Executive exhibition design and project management


2011

A pioneering experience of museum devolution of the turn of the century, the National Archeological Museum of Castigioncello, probably the smallest of its kind, was devolved by the Superintendent of Etruria Antiquities, Luigi Adriano Milani, to accommodate the numerous tomb goods found during the urbanization of the coastal center.
According to Milani’s wishes, the museum needed to keep the relationship alive between the archeological finds and the community, but simultaneously giving “new attractions” to the town that was beginning to become a tourist destination.
The museum was built on private land donated for this purpose and the “form” of the museum was designed by Milani himself. He based it on a model of a cinerary Etruscan urn shaped like a small temple, externally decorated and in polychrome cement, which also came from sacred Etruscan buildings.
First inaugurated in 1916, it then had a slow decline because of its isolated position on the top of a promontory above the sea. In 1973 the museum was closed and emptied of all its objects.
It re-opened in the summer of 2011, after a thorough restoration, with all of its original collection and a completely renewed exhibition design.

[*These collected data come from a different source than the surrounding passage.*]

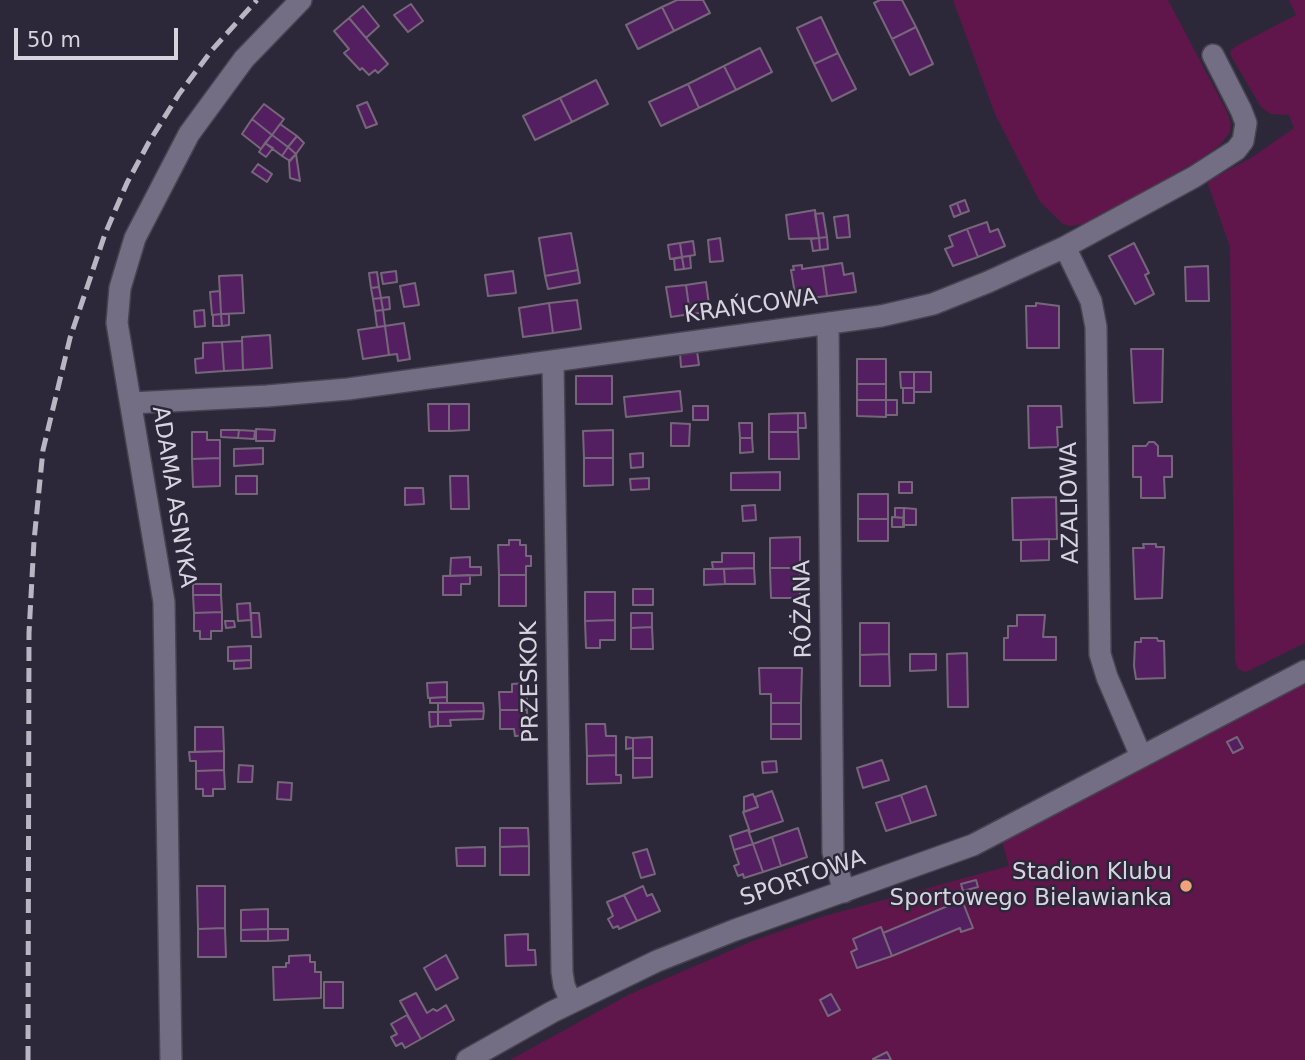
<!DOCTYPE html>
<html>
<head>
<meta charset="utf-8">
<style>
	body { margin:0 }
	#map { position:relative; width:1305px; height:1060px; overflow:hidden; background:#2d2839; font-family:"DejaVu Sans",sans-serif }
	canvas { display:block }
	.scale { position:absolute; left:14px; top:28px; width:164px; height:32px; box-sizing:border-box; border:4px solid #d7d4e0; border-top:0; padding-left:9px; font-size:21px; line-height:24px; white-space:nowrap; color:#d7d4e0; -webkit-text-stroke:5px #2d2839; paint-order:stroke }
</style>
</head>
<body>
<div id="map">
<canvas width="1305" height="1060"></canvas>
<div class="scale">50 m</div>
</div>
<script>
const ctx = document.querySelector('canvas').getContext('2d');
ctx.lineJoin = 'round';
function fillPath(path, color) { ctx.fillStyle = color; ctx.fill(path, 'evenodd'); }
const poly = rows => new Path2D(rows.map(r => 'M' + r).join(''));
function stroke(path, color, width, dash) { ctx.strokeStyle = color; ctx.lineWidth = width; ctx.lineCap = dash ? 'butt' : 'round'; ctx.setLineDash(dash || []); ctx.stroke(path); }
function write(font, color, halo, rows, align = 'center') {
  ctx.font = font + ' "DejaVu Sans",sans-serif'; ctx.lineWidth = 5; ctx.setLineDash([]); ctx.textBaseline = 'middle'; ctx.strokeStyle = halo; ctx.fillStyle = color; for (const [text, x, y, turn = 0] of rows) {
    ctx.save(); ctx.translate(x, y); ctx.rotate((+turn || 0) * Math.PI / 180); ctx.textAlign = isNaN(turn) ? turn : align; if (halo) ctx.strokeText(text, 0, 0); ctx.fillText(text, 0, 0); ctx.restore();
  }
}
fillPath(poly([
	[953,0,1168,0,1227,112,1231,124,1230,132,1220,145,1200,159,1153,187,1083,224,1070,226,1063,224,1040,202,995,114],
	[1289,0,1305,0,1305,643,1246,672,1238,669,1235,661,1230,247,1208,184,1210,180,1254,156,1294,128,1289,115,1271,114,1261,107,1230,54,1231,50,1238,45,1296,15],
	[1305,681,1305,1060,510,1060,628,995,755,940,821,917,1009,866,1002,841]
]), '#60164b');
const building = poly([
	[677,0,703,0,710,13,674,31,662,7,677,0],
	[880,0,902,0,916,27,892,39,874,3,880,0],
	[411,4,423,21,408,32,394,15,411,4],
	[363,6,379,26,366,38,349,18,363,6],
	[662,7,674,31,638,49,626,25,662,7],
	[821,17,838,53,814,64,797,28,821,17],
	[349,18,388,64,378,73,375,70,369,75,362,68,360,70,344,53,349,49,334,31,349,18],
	[916,27,933,64,910,75,892,39,916,27],
	[760,48,772,72,736,90,724,66,760,48],
	[838,53,856,89,832,101,814,64,838,53],
	[724,66,736,90,699,108,688,84,724,66],
	[596,80,608,104,572,122,560,98,596,80],
	[688,84,699,108,661,126,649,102,688,84],
	[560,98,572,122,535,140,523,116,560,98],
	[367,102,377,124,366,128,357,106,367,102],
	[264,104,284,119,272,135,252,119,264,104],
	[252,119,272,135,261,149,242,134,252,119],
	[280,124,297,136,288,147,272,135,280,124],
	[272,135,288,147,282,156,265,143,272,135],
	[297,136,304,143,296,154,288,147,297,136],
	[265,143,273,148,266,157,259,152,265,143],
	[288,147,296,154,290,161,282,156,288,147],
	[296,154,300,181,290,178,289,161,296,154],
	[258,164,272,174,267,182,252,172,258,164],
	[965,200,969,211,961,214,957,203,965,200],
	[957,203,961,214,954,217,950,206,957,203],
	[815,210,819,238,789,239,786,215,815,210],
	[823,213,827,237,819,238,815,214,823,213],
	[848,215,850,237,837,238,834,217,848,215],
	[987,222,990,232,998,229,1005,246,978,257,967,229,987,222],
	[967,229,978,257,953,266,945,249,953,246,949,236,967,229],
	[571,233,578,270,545,276,539,238,571,233],
	[827,237,828,249,820,250,819,238,827,237],
	[720,238,723,261,710,262,708,240,720,238],
	[819,238,820,250,813,251,811,239,819,238],
	[693,241,695,255,682,257,680,243,693,241],
	[680,243,682,257,670,259,668,245,680,243],
	[1134,243,1149,273,1145,275,1154,294,1135,304,1109,256,1134,243],
	[690,256,691,268,684,269,682,257,690,256],
	[682,257,684,269,675,270,674,259,682,257],
	[842,263,844,275,853,273,856,292,827,296,823,266,842,263],
	[802,265,802,269,823,266,827,296,796,300,791,270,794,270,793,266,802,265],
	[1208,266,1209,301,1186,301,1185,267,1208,266],
	[578,270,580,283,548,289,545,276,578,270],
	[396,271,397,282,383,284,381,273,396,271],
	[513,271,516,293,488,296,485,275,513,271],
	[377,272,379,287,371,288,369,273,377,272],
	[242,275,244,313,221,314,219,276,242,275],
	[706,282,710,312,690,314,686,285,706,282],
	[415,283,419,305,404,307,400,286,415,283],
	[686,285,690,314,671,317,666,287,686,285],
	[379,287,381,298,373,299,371,288,379,287],
	[220,291,221,314,212,315,210,292,220,291],
	[389,297,390,309,383,310,381,298,389,297],
	[381,298,383,310,375,311,373,299,381,298],
	[577,300,581,329,553,333,549,303,577,300],
	[549,303,553,333,523,337,519,308,549,303],
	[1036,303,1059,306,1059,348,1027,348,1026,306,1036,306,1036,303],
	[204,310,205,326,195,327,194,311,204,310],
	[383,310,385,326,377,327,375,311,383,310],
	[221,314,229,314,229,325,222,326,221,314],
	[221,314,222,326,213,326,213,315,221,314],
	[404,323,410,359,398,361,397,354,389,355,385,326,404,323],
	[385,326,389,355,363,359,358,330,385,326],
	[270,335,272,368,243,370,242,337,270,335],
	[242,341,243,370,224,371,222,342,242,341],
	[222,342,224,371,196,373,195,359,203,358,203,343,222,342],
	[1131,349,1163,349,1162,402,1134,403,1131,349],
	[697,351,699,365,681,367,680,353,697,351],
	[857,359,886,359,886,384,857,384,857,359],
	[900,372,914,372,914,388,901,388,900,372],
	[914,372,931,372,931,392,914,392,914,372],
	[576,376,612,376,612,404,576,404,576,376],
	[857,384,886,384,886,400,857,400,857,384],
	[903,388,914,388,914,403,903,403,903,388],
	[680,391,682,411,626,417,624,397,680,391],
	[857,400,886,400,886,417,857,416,857,400],
	[886,400,897,400,897,415,886,415,886,400],
	[428,404,449,404,449,431,429,431,428,404],
	[449,404,469,404,469,430,449,431,449,404],
	[693,406,708,406,708,420,693,420,693,406],
	[1028,406,1061,406,1062,427,1057,427,1058,447,1029,448,1028,406],
	[798,413,798,432,769,432,769,414,798,413],
	[798,413,805,413,806,428,798,428,798,413],
	[671,423,690,424,689,446,671,446,671,423],
	[739,423,752,423,752,438,740,438,739,423],
	[256,429,275,430,274,441,256,441,256,429],
	[221,430,239,430,238,438,221,437,221,430],
	[239,430,255,431,254,439,238,438,239,430],
	[613,430,613,458,584,458,583,431,613,430],
	[192,432,207,432,207,440,220,440,220,458,192,459,192,432],
	[769,432,798,432,799,459,769,459,769,432],
	[740,438,752,438,753,452,740,453,740,438],
	[1149,442,1154,442,1158,446,1158,456,1172,456,1172,477,1164,477,1165,498,1141,498,1141,477,1133,477,1133,446,1146,446,1149,442],
	[263,448,263,464,234,466,234,449,263,448],
	[643,453,643,467,631,468,630,454,643,453],
	[220,458,220,486,193,487,192,459,220,458],
	[584,458,613,458,613,485,584,486,584,458],
	[780,472,780,490,731,490,731,473,780,472],
	[236,476,257,476,257,494,236,494,236,476],
	[450,476,468,476,469,509,451,509,450,476],
	[649,478,649,489,631,490,630,479,649,478],
	[899,482,912,482,912,493,899,493,899,482],
	[405,488,423,488,424,504,405,505,405,488],
	[858,494,888,494,888,519,858,519,858,494],
	[1056,497,1057,539,1013,540,1012,498,1056,497],
	[755,505,756,520,743,521,742,506,755,505],
	[895,508,904,508,904,518,895,517,895,508],
	[904,508,916,509,916,525,903,525,904,508],
	[892,517,904,518,904,527,892,527,892,517],
	[858,519,888,519,888,541,858,541,858,519],
	[800,537,800,568,770,568,770,538,800,537],
	[1049,539,1049,560,1021,561,1021,540,1049,539],
	[509,540,520,540,520,545,526,545,526,556,531,556,531,566,526,566,526,575,499,575,498,545,509,545,509,540],
	[1143,544,1156,544,1156,547,1164,547,1162,598,1135,599,1133,548,1144,548,1143,544],
	[722,553,754,553,754,568,713,569,712,562,722,562,722,553],
	[470,557,470,567,481,567,481,575,450,576,451,558,470,557],
	[754,568,755,584,725,584,724,569,754,568],
	[770,568,800,568,800,598,771,598,770,568],
	[704,569,724,569,725,584,704,585,704,569],
	[470,575,470,584,461,584,461,595,443,595,443,576,470,575],
	[499,575,526,575,526,606,499,606,499,575],
	[193,584,221,584,221,595,193,595,193,584],
	[633,589,653,589,653,605,633,605,633,589],
	[585,592,615,592,615,620,585,621,585,592],
	[193,595,221,595,222,612,194,613,193,595],
	[250,603,251,620,238,621,237,604,250,603],
	[222,612,222,631,211,631,211,639,200,639,200,631,194,631,194,613,222,612],
	[251,613,259,613,261,637,252,637,251,613],
	[631,613,652,613,652,627,631,628,631,613],
	[1017,615,1045,615,1043,637,1056,637,1056,660,1004,660,1004,638,1008,638,1008,626,1017,626,1017,615],
	[615,620,615,640,600,640,600,648,586,648,585,621,615,620],
	[225,621,234,621,235,627,226,628,225,621],
	[860,623,889,623,889,654,860,655,860,623],
	[652,627,653,649,631,649,631,628,652,627],
	[1141,638,1157,638,1158,641,1164,641,1165,678,1136,679,1134,666,1135,642,1141,642,1141,638],
	[251,646,251,660,228,661,228,647,251,646],
	[967,653,968,707,948,707,947,654,967,653],
	[889,654,890,686,860,686,860,655,889,654],
	[910,654,936,654,936,670,910,671,910,654],
	[251,660,251,668,234,669,234,661,251,660],
	[759,668,802,668,801,703,771,703,771,694,760,694,759,668],
	[447,682,447,697,428,698,427,683,447,682],
	[527,683,527,710,500,710,499,692,512,692,512,684,527,683],
	[447,697,447,703,430,703,430,698,447,697],
	[438,703,483,703,484,711,438,712,438,703],
	[771,703,801,703,801,724,771,724,771,703],
	[500,710,527,710,528,735,515,736,514,729,500,729,500,710],
	[484,711,483,719,450,720,451,726,438,726,438,712,484,711],
	[429,712,438,712,438,726,430,727,429,712],
	[586,724,605,724,606,736,616,736,616,755,587,756,586,724],
	[771,724,801,724,801,739,771,739,771,724],
	[195,727,223,727,224,751,195,752,195,727],
	[626,737,633,738,633,748,626,749,626,737],
	[652,737,652,758,633,758,633,738,652,737],
	[1237,737,1243,748,1233,753,1227,742,1237,737],
	[224,751,224,770,196,771,196,761,190,761,189,752,224,751],
	[616,755,616,775,621,775,621,783,587,784,587,756,616,755],
	[633,758,652,758,652,777,633,778,633,758],
	[882,760,889,780,863,788,857,768,882,760],
	[776,761,777,772,763,773,762,762,776,761],
	[239,765,253,766,252,782,238,782,239,765],
	[224,770,225,789,213,789,213,796,203,796,203,789,196,789,196,771,224,770],
	[278,782,292,783,291,800,277,799,278,782],
	[926,786,936,815,911,823,901,795,926,786],
	[772,791,783,821,750,832,743,812,758,807,755,797,772,791],
	[753,794,758,807,744,812,744,797,753,794],
	[901,795,911,823,886,831,876,803,901,795],
	[500,828,528,828,529,846,500,847,500,828],
	[798,828,807,857,781,866,772,837,798,828],
	[748,830,753,844,734,850,730,836,748,830],
	[772,837,781,866,763,872,753,844,772,837],
	[753,844,763,872,744,878,743,874,738,876,734,866,739,864,734,850,753,844],
	[529,846,529,875,500,875,500,847,529,846],
	[485,847,485,866,457,866,456,848,485,847],
	[647,849,655,874,641,878,633,853,647,849],
	[976,880,978,887,963,891,961,884,976,880],
	[197,886,225,886,225,928,198,929,197,886],
	[643,886,647,896,652,894,660,911,637,921,624,895,643,886],
	[624,895,637,921,619,929,618,926,613,928,608,919,613,916,607,902,624,895],
	[962,900,973,928,961,932,960,928,892,956,883,933,962,900],
	[268,909,268,929,241,930,241,910,268,909],
	[881,927,892,956,857,968,851,952,857,949,853,939,881,927],
	[225,928,226,957,198,957,198,929,225,928],
	[268,929,288,929,288,940,268,941,268,929],
	[268,929,268,941,241,941,241,930,268,929],
	[528,934,528,950,535,950,536,965,506,966,505,935,528,934],
	[310,955,310,962,315,962,315,972,321,972,321,998,274,1000,273,967,286,967,286,963,289,963,289,956,310,955],
	[446,955,458,978,436,990,424,968,446,955],
	[324,982,343,982,343,1008,324,1008,324,982],
	[416,993,427,1013,433,1009,437,1011,446,1005,454,1020,421,1039,400,1001,416,993],
	[831,994,840,1010,828,1016,820,1000,831,994],
	[407,1015,421,1039,405,1048,402,1043,396,1046,391,1037,397,1034,391,1024,407,1015],
	[887,1052,891,1060,873,1060,873,1059,887,1052]
]);
fillPath(building, '#541f61');
stroke(building, '#756779', 2);
const minor = poly([
	[1065,247,1091,301,1096,327,1100,654,1107,677,1141,756],
	[828,323,833,852,844,892],
	[553,361,562,972,564,985,571,1002],
	[132,403,267,396,348,389,881,316,933,304,988,282,1065,247,1194,177,1236,150,1243,141,1246,123,1241,110,1213,55],
	[171,1060,164,602,117,323,120,288,135,238,189,134,244,59,301,0],
	[467,1060,552,1012,657,961,735,930,973,845,1305,671]
]);
stroke(minor, '#474352', 24);
stroke(minor, '#736e83', 21);
stroke(poly([
	[28,1060,29,633,34,541,43,450,70,338,105,234,127,183,149,142,179,94,212,50,257,0]
]), '#b9b6c3', 5, [14, 7]);
for (const [x, y, r, color] of [
	[1186,886,7,"#f0a27a"]
]) { const dot = new Path2D(); dot.arc(x, y, r, 0, 2 * Math.PI); ctx.fillStyle = color; ctx.fill(dot); stroke(dot, '#2d2839', 2.5); }
write('23px', '#d7d4e0', '#2d2839', [
	["KRAŃCOWA",751,307,-8],
	["ADAMA ASNYKA",173,497,81],
	["AZALIOWA",1071,503,-91],
	["RÓŻANA",804,609,-91],
	["PRZESKOK",531,682,-91],
	["SPORTOWA",803,879,-19]
]);
write('23px', '#d7d4e0', '#2d2839', [
	["Stadion Klubu",1172,873],
	["Sportowego Bielawianka",1172,899]
], 'right');
</script>
</body>
</html>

Starting from the idea to consider the building and its objects as a single, inseparable entity, the exhibition design abandoned the traditional typology of multiple glass display cabinets for a single, large, sealed showcase thus inverting the usual relationship established between the visitor and the object. Like a “second skin” the showcase protects the objects displayed on shelves and maintains the microclimate of the space within the established relative humidity parameters. Its perfect transparency allows the visitor to admire the collection while envisioning the architectural elements to which it is bound.